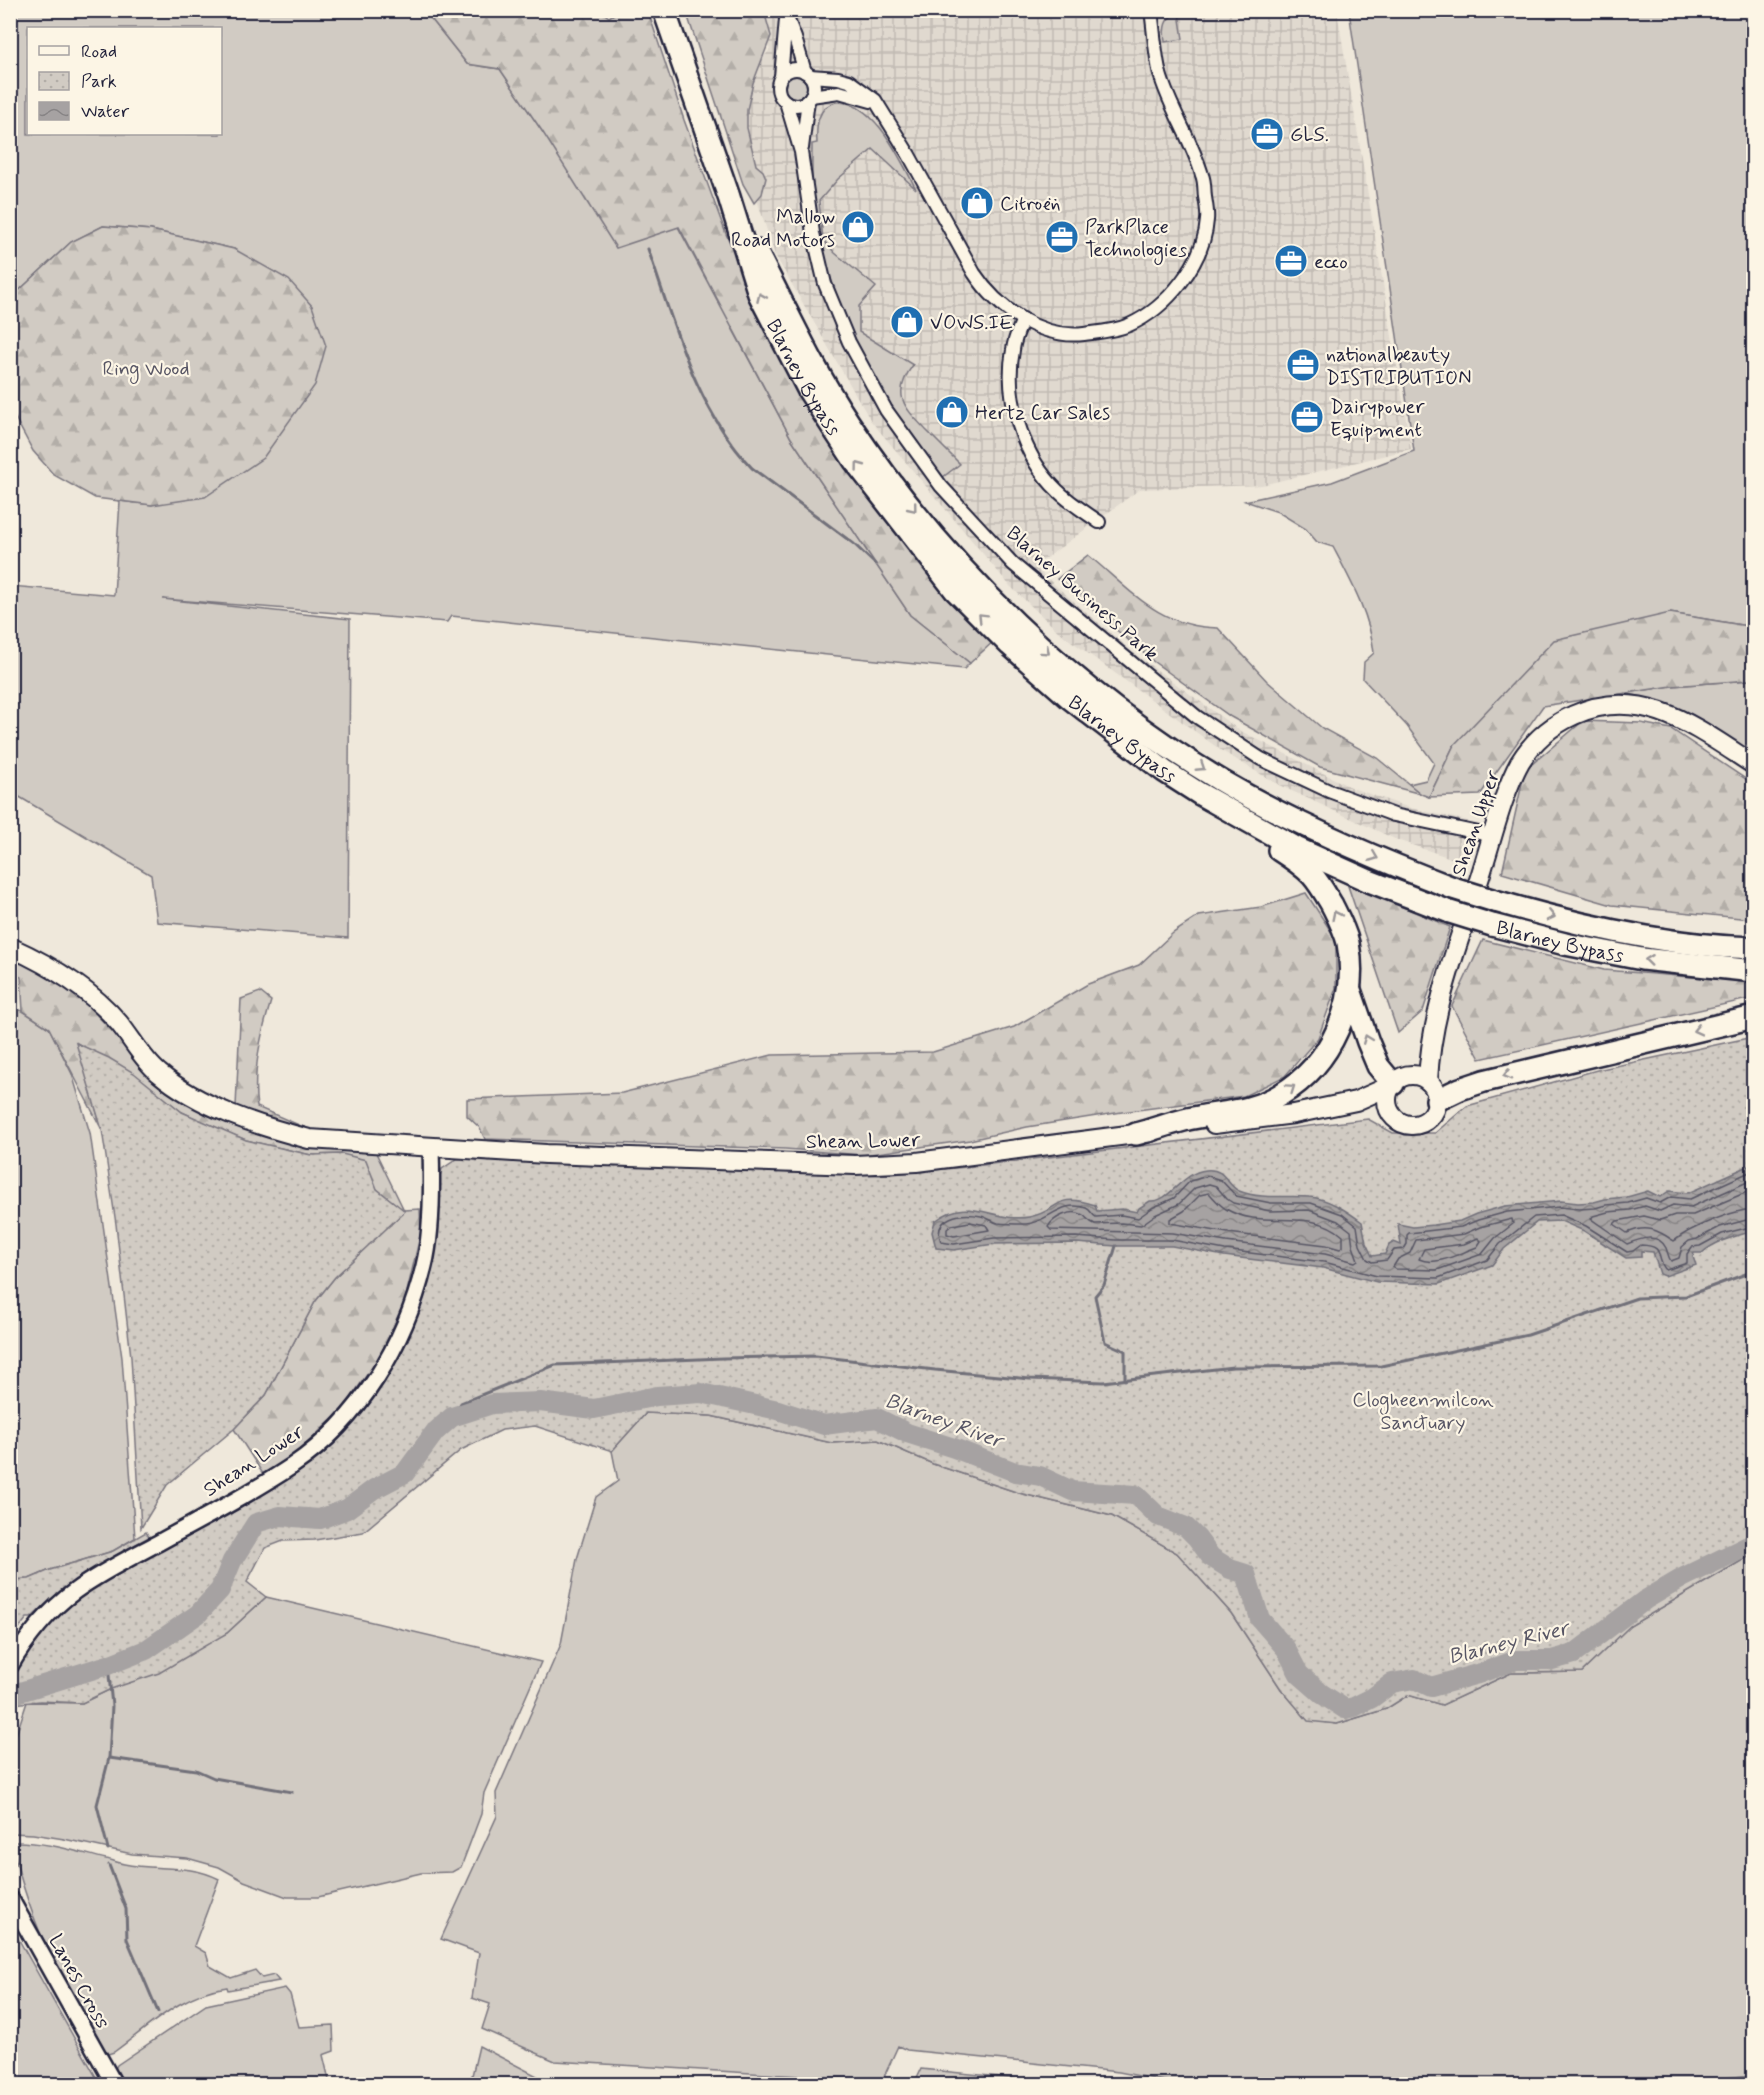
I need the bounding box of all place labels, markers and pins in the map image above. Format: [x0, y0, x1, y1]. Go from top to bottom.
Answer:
office icon: GLS. [1249, 116, 1285, 152]
place label: GLS. [1290, 122, 1329, 149]
shop icon: Citroën [959, 185, 995, 221]
place label: Citroën [1000, 191, 1061, 218]
place label: Mallow Road Motors [731, 204, 835, 254]
shop icon: Mallow Road Motors [840, 209, 876, 245]
place label: ParkPlace Technologies [1085, 214, 1187, 265]
office icon: ParkPlace Technologies [1044, 219, 1080, 255]
office icon: ecco [1273, 243, 1309, 279]
place label: ecco [1314, 249, 1348, 276]
shop icon: VOWS.IE [889, 304, 925, 340]
place label: VOWS.IE [930, 310, 1013, 337]
place label: nationalbeauty DISTRIBUTION [1326, 342, 1472, 392]
office icon: nationalbeauty DISTRIBUTION [1285, 347, 1321, 383]
shop icon: Hertz Car Sales [934, 394, 970, 430]
place label: Dairypower Equipment [1330, 394, 1425, 444]
office icon: Dairypower Equipment [1289, 399, 1325, 435]
place label: Hertz Car Sales [975, 400, 1110, 427]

--- What is expected ---
Each record is to be restated word for word; no picture goes in.

--- Problem solution ---
I need the bounding box of all place labels, markers and pins in the map image above. Format: [x0, y0, x1, y1]. Go from top to bottom.
Answer:
office icon: GLS. [1249, 116, 1285, 152]
place label: GLS. [1290, 122, 1329, 149]
shop icon: Citroën [959, 185, 995, 221]
place label: Citroën [1000, 191, 1061, 218]
place label: Mallow Road Motors [731, 204, 835, 254]
shop icon: Mallow Road Motors [840, 209, 876, 245]
place label: ParkPlace Technologies [1085, 214, 1187, 265]
office icon: ParkPlace Technologies [1044, 219, 1080, 255]
office icon: ecco [1273, 243, 1309, 279]
place label: ecco [1314, 249, 1348, 276]
shop icon: VOWS.IE [889, 304, 925, 340]
place label: VOWS.IE [930, 310, 1013, 337]
place label: nationalbeauty DISTRIBUTION [1326, 342, 1472, 392]
office icon: nationalbeauty DISTRIBUTION [1285, 347, 1321, 383]
shop icon: Hertz Car Sales [934, 394, 970, 430]
place label: Dairypower Equipment [1330, 394, 1425, 444]
office icon: Dairypower Equipment [1289, 399, 1325, 435]
place label: Hertz Car Sales [975, 400, 1110, 427]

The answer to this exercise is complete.